- Exercise requirements:
How many lines in the records below contain the word "heat"? State that number and nothing more.

(Materials provided)

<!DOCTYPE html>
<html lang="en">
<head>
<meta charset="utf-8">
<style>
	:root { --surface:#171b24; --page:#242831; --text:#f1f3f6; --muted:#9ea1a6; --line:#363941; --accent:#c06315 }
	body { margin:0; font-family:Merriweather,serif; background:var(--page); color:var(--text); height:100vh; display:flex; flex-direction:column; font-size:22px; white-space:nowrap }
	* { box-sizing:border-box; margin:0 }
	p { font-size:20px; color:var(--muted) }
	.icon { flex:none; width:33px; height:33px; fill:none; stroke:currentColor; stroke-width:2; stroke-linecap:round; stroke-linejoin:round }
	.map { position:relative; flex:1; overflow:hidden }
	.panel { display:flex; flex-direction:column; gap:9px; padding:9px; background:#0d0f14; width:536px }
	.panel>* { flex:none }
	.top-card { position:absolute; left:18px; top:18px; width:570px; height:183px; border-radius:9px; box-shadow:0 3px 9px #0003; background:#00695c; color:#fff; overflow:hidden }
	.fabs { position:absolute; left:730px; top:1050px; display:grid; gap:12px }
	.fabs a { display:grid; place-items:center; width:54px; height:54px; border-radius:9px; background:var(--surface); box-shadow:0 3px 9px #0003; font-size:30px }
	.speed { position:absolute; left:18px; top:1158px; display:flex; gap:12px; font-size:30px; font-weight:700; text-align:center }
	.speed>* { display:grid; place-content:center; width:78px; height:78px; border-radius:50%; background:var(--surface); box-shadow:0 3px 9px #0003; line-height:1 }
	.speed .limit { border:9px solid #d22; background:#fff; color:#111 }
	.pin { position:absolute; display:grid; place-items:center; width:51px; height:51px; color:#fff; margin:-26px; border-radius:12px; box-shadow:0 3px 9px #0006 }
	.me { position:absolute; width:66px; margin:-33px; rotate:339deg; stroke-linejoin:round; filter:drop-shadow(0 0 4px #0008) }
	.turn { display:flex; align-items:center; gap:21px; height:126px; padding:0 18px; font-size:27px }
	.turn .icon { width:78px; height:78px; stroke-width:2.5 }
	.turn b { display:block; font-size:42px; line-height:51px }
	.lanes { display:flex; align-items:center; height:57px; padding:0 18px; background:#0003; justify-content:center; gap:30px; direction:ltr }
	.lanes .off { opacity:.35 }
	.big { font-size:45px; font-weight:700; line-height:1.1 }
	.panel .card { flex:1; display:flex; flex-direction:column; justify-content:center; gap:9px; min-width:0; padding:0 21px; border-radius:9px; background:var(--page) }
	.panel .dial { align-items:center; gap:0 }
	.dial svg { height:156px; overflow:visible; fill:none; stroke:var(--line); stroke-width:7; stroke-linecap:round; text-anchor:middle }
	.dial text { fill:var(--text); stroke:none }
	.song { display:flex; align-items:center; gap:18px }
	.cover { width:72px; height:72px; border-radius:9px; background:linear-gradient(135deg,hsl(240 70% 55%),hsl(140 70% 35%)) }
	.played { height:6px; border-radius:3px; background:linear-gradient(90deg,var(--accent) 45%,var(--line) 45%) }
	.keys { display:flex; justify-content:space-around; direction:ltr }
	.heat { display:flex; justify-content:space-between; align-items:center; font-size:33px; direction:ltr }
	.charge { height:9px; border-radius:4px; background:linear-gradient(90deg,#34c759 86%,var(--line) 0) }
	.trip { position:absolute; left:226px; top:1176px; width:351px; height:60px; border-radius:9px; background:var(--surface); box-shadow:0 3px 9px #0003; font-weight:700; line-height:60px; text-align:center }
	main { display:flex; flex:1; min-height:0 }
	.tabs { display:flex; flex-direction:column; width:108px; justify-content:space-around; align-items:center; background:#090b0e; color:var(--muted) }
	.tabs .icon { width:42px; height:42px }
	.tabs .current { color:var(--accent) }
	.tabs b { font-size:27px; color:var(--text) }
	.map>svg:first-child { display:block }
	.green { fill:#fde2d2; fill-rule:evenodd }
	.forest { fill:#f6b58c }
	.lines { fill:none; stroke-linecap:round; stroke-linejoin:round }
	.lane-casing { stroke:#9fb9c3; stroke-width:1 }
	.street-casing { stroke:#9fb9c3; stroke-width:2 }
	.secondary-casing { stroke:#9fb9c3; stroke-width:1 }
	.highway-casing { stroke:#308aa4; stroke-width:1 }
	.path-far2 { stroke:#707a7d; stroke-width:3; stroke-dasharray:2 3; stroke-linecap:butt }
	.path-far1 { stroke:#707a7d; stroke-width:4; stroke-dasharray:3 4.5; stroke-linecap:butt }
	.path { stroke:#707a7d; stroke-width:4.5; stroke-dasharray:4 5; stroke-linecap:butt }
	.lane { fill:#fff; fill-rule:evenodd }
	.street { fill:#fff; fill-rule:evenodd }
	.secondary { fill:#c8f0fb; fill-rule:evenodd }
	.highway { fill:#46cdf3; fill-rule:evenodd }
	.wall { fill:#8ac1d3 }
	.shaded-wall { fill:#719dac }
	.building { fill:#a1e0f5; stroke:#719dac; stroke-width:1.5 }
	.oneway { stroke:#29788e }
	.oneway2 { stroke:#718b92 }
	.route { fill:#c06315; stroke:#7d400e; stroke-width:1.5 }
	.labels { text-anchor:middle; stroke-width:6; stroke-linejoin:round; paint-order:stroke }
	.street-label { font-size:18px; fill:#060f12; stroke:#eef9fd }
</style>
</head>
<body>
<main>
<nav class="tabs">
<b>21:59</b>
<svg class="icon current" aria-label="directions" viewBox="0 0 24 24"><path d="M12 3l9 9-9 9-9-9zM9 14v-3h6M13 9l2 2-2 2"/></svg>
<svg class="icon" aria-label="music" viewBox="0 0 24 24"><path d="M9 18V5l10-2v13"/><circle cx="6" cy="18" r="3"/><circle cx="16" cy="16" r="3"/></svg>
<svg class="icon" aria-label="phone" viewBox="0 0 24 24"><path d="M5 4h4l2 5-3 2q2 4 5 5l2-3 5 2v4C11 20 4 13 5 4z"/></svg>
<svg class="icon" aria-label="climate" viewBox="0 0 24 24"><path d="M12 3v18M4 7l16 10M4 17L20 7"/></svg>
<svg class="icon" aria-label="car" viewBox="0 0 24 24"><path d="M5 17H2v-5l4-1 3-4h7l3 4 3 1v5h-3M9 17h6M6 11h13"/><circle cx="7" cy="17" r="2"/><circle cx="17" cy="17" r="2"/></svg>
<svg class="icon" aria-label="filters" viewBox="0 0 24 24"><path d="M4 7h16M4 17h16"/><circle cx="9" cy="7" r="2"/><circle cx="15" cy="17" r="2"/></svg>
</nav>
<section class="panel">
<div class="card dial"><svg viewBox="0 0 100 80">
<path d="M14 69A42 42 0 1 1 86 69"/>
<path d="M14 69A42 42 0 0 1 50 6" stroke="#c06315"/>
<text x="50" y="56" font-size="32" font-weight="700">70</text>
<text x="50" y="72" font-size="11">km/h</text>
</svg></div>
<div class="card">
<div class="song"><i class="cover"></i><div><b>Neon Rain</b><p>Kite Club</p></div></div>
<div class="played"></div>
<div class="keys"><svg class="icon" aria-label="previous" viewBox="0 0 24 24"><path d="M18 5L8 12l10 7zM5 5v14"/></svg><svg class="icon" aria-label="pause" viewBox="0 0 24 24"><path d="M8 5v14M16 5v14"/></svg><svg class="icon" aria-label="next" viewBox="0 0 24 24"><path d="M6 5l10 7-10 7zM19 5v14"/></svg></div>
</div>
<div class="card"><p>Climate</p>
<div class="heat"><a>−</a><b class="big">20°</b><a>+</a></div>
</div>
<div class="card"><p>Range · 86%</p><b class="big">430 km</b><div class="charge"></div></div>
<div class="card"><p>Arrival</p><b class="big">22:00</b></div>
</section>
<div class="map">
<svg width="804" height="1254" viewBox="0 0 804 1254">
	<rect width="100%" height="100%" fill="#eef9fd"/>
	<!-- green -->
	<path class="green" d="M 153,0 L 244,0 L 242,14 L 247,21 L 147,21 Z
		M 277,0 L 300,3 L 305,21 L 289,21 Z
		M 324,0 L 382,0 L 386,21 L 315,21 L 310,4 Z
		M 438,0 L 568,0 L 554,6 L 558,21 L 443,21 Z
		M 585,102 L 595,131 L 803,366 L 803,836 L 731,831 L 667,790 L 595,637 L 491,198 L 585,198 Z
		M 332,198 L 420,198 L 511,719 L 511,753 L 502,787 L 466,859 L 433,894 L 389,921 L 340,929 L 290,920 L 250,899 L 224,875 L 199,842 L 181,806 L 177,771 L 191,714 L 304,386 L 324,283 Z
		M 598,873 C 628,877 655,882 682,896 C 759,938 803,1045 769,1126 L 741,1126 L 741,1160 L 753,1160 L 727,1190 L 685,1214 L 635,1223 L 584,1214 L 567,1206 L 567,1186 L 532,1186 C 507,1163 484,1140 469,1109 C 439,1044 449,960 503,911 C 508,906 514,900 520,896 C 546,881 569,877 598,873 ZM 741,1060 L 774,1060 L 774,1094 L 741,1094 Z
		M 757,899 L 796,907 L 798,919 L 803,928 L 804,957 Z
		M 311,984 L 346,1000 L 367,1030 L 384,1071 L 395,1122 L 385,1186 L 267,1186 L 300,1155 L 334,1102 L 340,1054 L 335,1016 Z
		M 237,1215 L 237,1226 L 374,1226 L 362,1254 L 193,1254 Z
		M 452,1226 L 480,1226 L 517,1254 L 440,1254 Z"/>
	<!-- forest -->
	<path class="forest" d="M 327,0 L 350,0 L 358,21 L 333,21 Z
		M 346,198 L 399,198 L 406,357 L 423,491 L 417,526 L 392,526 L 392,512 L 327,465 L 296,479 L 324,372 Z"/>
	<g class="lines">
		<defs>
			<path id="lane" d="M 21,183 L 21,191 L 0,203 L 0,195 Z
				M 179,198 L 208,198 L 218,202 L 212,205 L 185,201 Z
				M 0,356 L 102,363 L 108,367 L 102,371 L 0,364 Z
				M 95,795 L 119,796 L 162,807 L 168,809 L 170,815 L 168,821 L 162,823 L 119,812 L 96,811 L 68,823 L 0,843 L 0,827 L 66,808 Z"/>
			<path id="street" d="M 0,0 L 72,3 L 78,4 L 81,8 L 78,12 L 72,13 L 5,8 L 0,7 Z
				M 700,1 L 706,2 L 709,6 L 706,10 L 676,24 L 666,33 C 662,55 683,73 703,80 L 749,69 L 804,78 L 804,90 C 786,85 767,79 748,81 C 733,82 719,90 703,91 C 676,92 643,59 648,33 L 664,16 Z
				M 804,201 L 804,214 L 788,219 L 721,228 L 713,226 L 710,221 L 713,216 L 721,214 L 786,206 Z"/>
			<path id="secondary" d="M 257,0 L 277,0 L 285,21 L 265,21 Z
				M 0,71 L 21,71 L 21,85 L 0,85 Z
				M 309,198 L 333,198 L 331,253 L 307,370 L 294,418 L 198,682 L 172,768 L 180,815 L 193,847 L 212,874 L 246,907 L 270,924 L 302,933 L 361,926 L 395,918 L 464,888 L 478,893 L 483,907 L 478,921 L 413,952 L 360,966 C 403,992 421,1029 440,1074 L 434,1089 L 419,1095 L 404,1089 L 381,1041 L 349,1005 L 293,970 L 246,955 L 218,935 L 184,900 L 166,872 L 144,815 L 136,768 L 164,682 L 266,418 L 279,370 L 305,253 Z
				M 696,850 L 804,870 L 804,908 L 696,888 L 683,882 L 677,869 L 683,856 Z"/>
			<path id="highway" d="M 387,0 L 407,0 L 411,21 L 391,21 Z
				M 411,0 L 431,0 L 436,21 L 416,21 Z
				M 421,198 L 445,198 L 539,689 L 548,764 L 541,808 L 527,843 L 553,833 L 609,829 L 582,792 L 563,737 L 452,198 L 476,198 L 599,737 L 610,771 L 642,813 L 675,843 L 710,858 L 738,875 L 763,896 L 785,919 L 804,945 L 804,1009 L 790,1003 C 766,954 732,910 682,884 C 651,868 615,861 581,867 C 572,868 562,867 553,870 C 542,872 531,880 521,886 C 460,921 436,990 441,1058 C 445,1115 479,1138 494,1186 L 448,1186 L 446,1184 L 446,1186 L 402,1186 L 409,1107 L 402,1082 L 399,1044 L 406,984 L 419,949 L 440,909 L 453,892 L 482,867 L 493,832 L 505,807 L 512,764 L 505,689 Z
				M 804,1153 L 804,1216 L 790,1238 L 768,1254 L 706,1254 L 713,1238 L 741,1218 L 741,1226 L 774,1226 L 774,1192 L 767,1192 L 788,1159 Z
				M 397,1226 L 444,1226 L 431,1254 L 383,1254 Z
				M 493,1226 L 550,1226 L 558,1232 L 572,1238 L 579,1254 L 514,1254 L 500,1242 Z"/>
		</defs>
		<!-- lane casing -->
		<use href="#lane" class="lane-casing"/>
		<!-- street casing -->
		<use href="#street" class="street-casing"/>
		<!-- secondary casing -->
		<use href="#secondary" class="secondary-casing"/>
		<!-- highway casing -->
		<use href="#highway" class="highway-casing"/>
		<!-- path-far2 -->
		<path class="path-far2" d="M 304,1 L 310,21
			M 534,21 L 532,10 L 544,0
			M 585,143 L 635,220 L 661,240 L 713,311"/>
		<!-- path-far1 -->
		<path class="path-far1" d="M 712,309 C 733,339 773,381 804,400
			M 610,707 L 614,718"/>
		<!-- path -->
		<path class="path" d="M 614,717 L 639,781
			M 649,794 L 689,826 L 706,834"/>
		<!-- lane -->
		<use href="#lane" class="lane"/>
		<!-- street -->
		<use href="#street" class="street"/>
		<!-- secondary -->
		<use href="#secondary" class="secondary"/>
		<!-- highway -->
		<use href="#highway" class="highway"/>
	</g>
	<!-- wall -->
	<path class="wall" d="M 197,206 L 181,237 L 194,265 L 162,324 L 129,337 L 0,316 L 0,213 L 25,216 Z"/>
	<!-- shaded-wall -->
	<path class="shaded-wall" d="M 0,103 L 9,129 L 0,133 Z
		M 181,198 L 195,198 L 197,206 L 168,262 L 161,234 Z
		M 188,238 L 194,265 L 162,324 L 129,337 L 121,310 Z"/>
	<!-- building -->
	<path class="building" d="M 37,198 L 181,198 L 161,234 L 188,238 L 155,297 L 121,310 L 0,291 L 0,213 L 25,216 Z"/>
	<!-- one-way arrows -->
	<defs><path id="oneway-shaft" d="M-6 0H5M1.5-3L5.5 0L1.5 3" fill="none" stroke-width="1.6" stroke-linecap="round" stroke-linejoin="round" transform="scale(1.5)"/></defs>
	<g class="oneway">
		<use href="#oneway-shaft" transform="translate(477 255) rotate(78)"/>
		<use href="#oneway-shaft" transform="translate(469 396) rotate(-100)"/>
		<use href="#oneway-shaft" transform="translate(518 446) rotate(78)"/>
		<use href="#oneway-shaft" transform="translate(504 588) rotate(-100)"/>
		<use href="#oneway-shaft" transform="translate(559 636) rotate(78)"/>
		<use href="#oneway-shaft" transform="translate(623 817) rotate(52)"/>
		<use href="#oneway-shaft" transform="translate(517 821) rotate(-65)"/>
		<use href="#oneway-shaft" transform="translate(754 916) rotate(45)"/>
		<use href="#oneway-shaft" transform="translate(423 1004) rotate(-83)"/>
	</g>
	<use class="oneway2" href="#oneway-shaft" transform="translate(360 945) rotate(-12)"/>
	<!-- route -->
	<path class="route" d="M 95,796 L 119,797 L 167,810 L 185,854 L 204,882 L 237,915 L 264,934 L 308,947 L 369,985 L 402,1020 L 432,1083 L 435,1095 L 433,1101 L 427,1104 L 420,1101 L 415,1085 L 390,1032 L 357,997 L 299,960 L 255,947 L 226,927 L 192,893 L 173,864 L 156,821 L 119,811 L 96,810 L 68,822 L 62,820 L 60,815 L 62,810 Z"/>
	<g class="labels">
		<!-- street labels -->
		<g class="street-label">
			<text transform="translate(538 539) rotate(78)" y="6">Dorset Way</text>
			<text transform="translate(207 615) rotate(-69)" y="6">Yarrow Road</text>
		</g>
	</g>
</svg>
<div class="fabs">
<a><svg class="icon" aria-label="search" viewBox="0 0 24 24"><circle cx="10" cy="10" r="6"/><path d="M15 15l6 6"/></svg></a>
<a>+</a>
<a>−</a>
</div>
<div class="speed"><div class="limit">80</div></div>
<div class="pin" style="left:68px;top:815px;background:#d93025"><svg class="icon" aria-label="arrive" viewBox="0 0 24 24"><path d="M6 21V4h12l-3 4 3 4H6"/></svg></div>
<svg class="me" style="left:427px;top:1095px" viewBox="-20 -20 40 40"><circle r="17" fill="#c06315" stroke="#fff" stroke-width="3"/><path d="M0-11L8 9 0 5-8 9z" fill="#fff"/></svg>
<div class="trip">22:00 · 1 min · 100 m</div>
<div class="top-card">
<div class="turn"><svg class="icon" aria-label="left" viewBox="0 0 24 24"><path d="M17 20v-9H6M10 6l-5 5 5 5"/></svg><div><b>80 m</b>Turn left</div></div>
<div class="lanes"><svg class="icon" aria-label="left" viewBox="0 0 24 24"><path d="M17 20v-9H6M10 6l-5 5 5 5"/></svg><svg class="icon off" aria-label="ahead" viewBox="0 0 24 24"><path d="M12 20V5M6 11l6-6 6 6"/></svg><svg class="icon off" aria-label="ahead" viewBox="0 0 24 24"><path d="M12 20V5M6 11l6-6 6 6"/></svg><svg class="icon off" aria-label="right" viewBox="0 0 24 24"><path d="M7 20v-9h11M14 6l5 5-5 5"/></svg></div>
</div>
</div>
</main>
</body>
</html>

(End Materials provided)

- Output of the task:
2